À l’occasion de ce deuxième forum d’examen des migrations internationales, les Comores ont réaffirmé leur engagement en faveur d’une migration sûre, ordonnée et régulière.

 

Les Comores ont pris part au forum d’examen des migrations internationales, organisé du 5 au 8 mai, au siège des Nations unies, à New York. Représentant le gouvernement comorien, le ministre de l’Intérieur, Mohamed Ahmed Assoumani, a porté la voix du pays devant les délégations internationales réunies pour évaluer la mise en œuvre du Pacte mondial sur les migrations adopté en 2018.Le ministre a salué l’organisation de cette rencontre internationale par l’Assemblée générale des Nations unies et l’Organisation internationale pour les migrations (Oim). Il a rappelé l’attachement des Comores aux principes de solidarité, de coopération internationale et de respect des droits fondamentaux des migrants.

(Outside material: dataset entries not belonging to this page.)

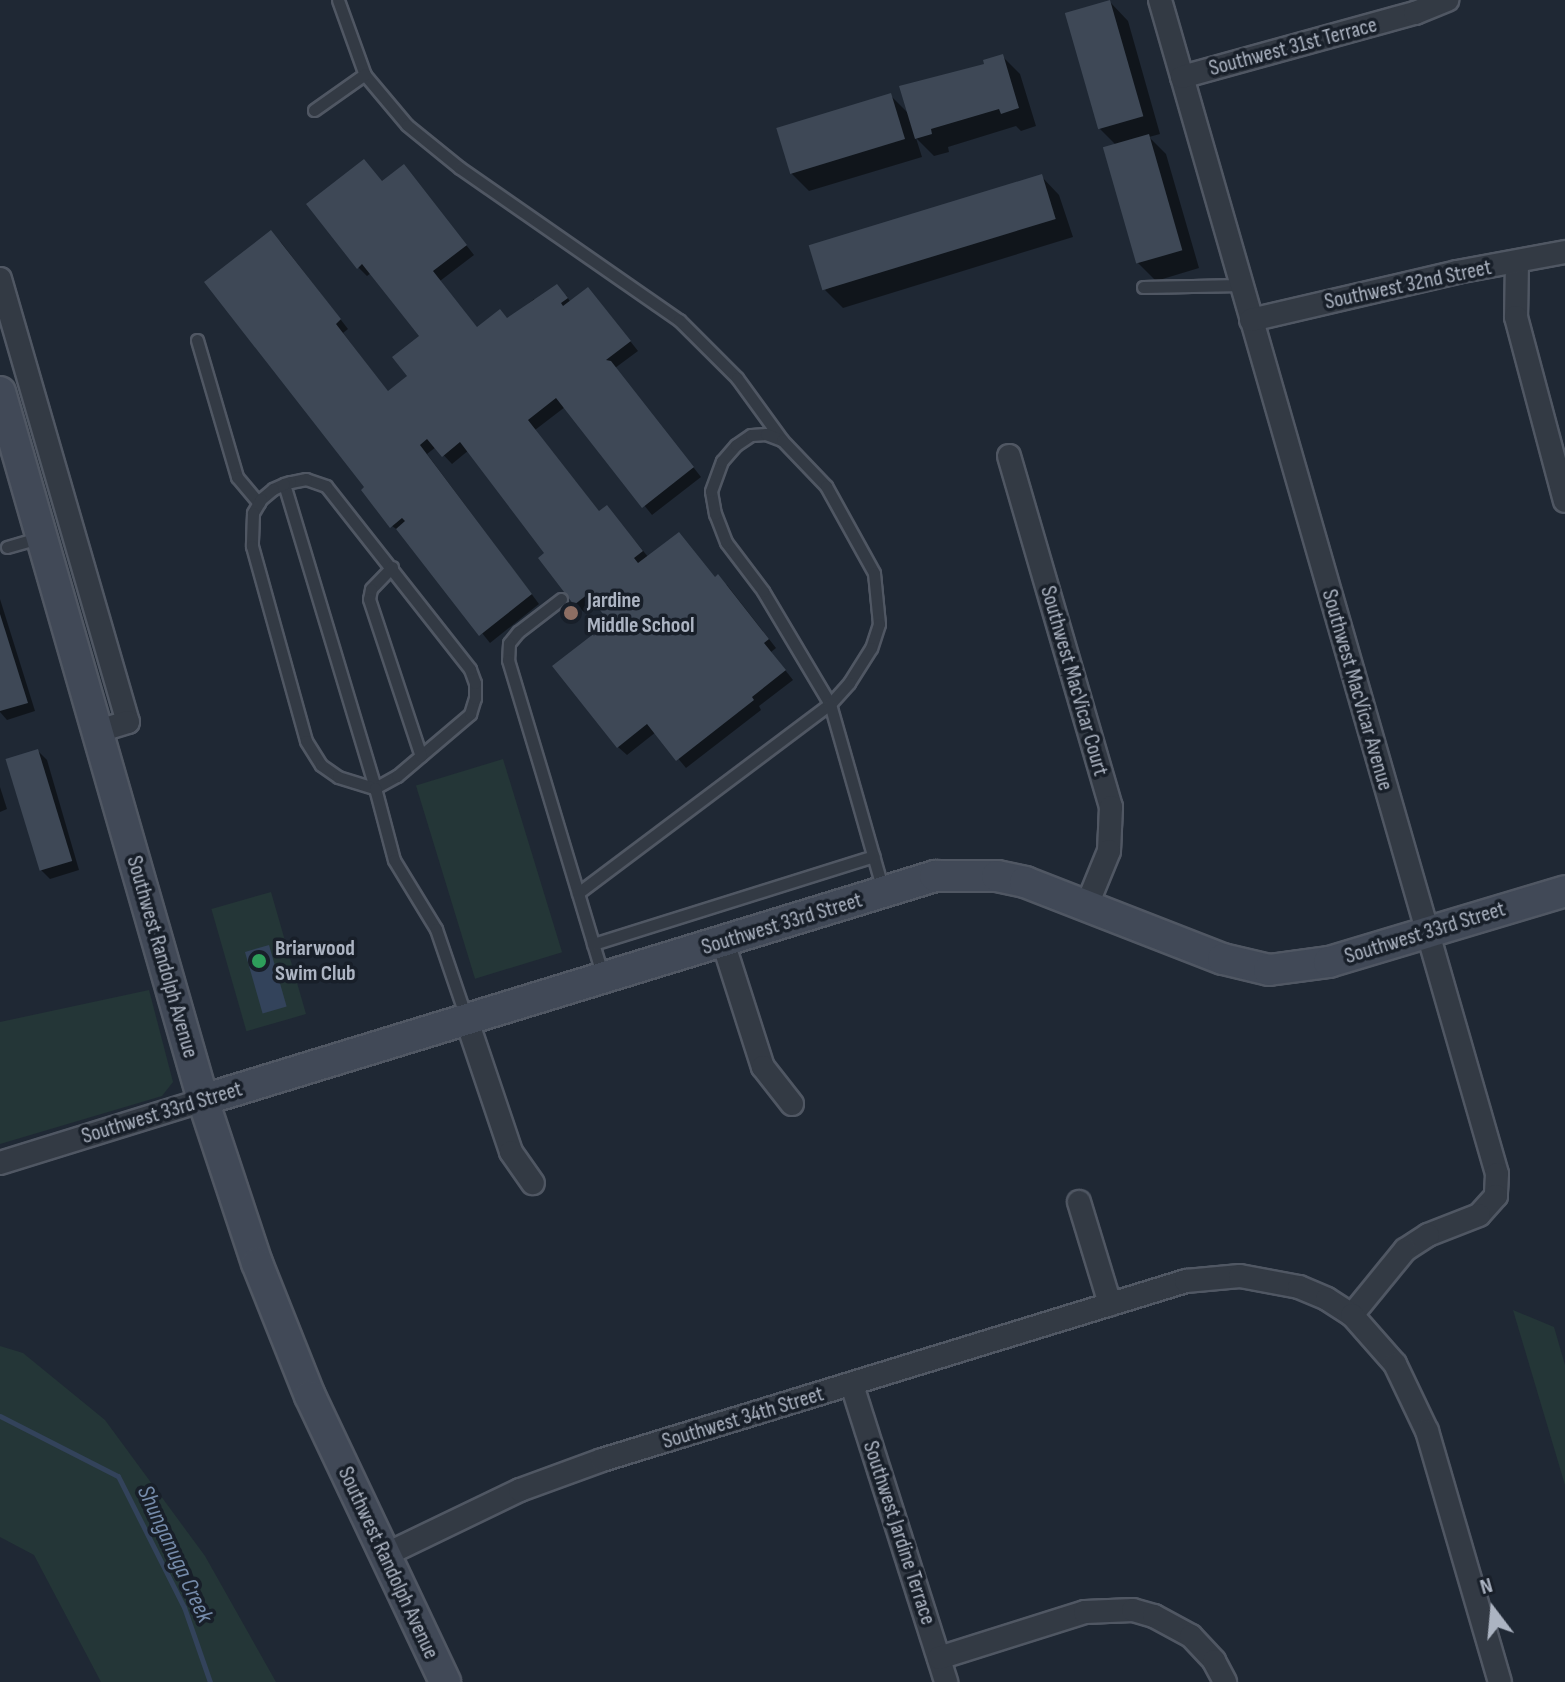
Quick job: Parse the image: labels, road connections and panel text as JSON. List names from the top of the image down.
{
  "streets": {
    "street": [
      "Southwest 31st Terrace",
      "Southwest 32nd Street",
      "Southwest MacVicar Court",
      "Southwest MacVicar Avenue",
      "Southwest 33rd Street",
      "Southwest Randolph Avenue",
      "Southwest 34th Street",
      "Southwest Jardine Terrace"
    ]
  },
  "crossings": [
    ["Southwest 31st Terrace", "Southwest MacVicar Avenue"],
    ["Southwest 32nd Street", "Southwest MacVicar Avenue"],
    ["Southwest MacVicar Court", "Southwest 33rd Street"],
    ["Southwest MacVicar Avenue", "Southwest 33rd Street"],
    ["Southwest MacVicar Avenue", "Southwest 34th Street"],
    ["Southwest 33rd Street", "Southwest Randolph Avenue"],
    ["Southwest Randolph Avenue", "Southwest 34th Street"],
    ["Southwest 34th Street", "Southwest Jardine Terrace"]
  ],
  "water": ["Shunganuga Creek"],
  "places": ["Jardine Middle School", "Briarwood Swim Club"],
  "north": "top"
}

Le premier flic du pays  a souligné que «la migration constitue, pour l’Union des Comores, une réalité historique mais également un enjeu stratégique de développement».  Il a mis en avant le rôle essentiel de la diaspora comorienne installée en Afrique, dans les pays du Golfe, en Europe et en Amérique du Nord. Selon lui, cette «diaspora contribue fortement au développement économique et social du pays à travers les transferts de fonds, les investissements communautaires et le partage de compétences».Face aux défis migratoires, le ministre a présenté plusieurs réformes engagées ces dernières années. Parmi elles figurent la «création d’une commission multisectorielle sur les questions migratoires, le renforcement du cadre juridique contre la traite des personnes et le trafic illicite de migrants, ainsi que la finalisation d’une politique nationale de migration sensible au genre».


Les autorités ont également entrepris des efforts de modernisation de l’état civil et de sécurisation de l’identité juridique.Cependant, le ministre a alerté la communauté internationale sur la persistance de nombreux défis, notamment «la multiplication des routes migratoires irrégulières et dangereuses, les drames humains en mer, ainsi que l’expansion des réseaux criminels liés à la traite des migrants. Il a insisté sur la vulnérabilité particulière des femmes, des enfants et des jeunes confrontés aux migrations forcées». Mohamed Ahmed Assoumani a également attiré l’attention sur les conséquences du changement climatique et des catastrophes naturelles qui aggravent les déplacements de populations dans les petits États insulaires en développement. Il a alors appelé à un soutien technique et financier accru de la communauté internationale afin de renforcer les capacités des pays vulnérables.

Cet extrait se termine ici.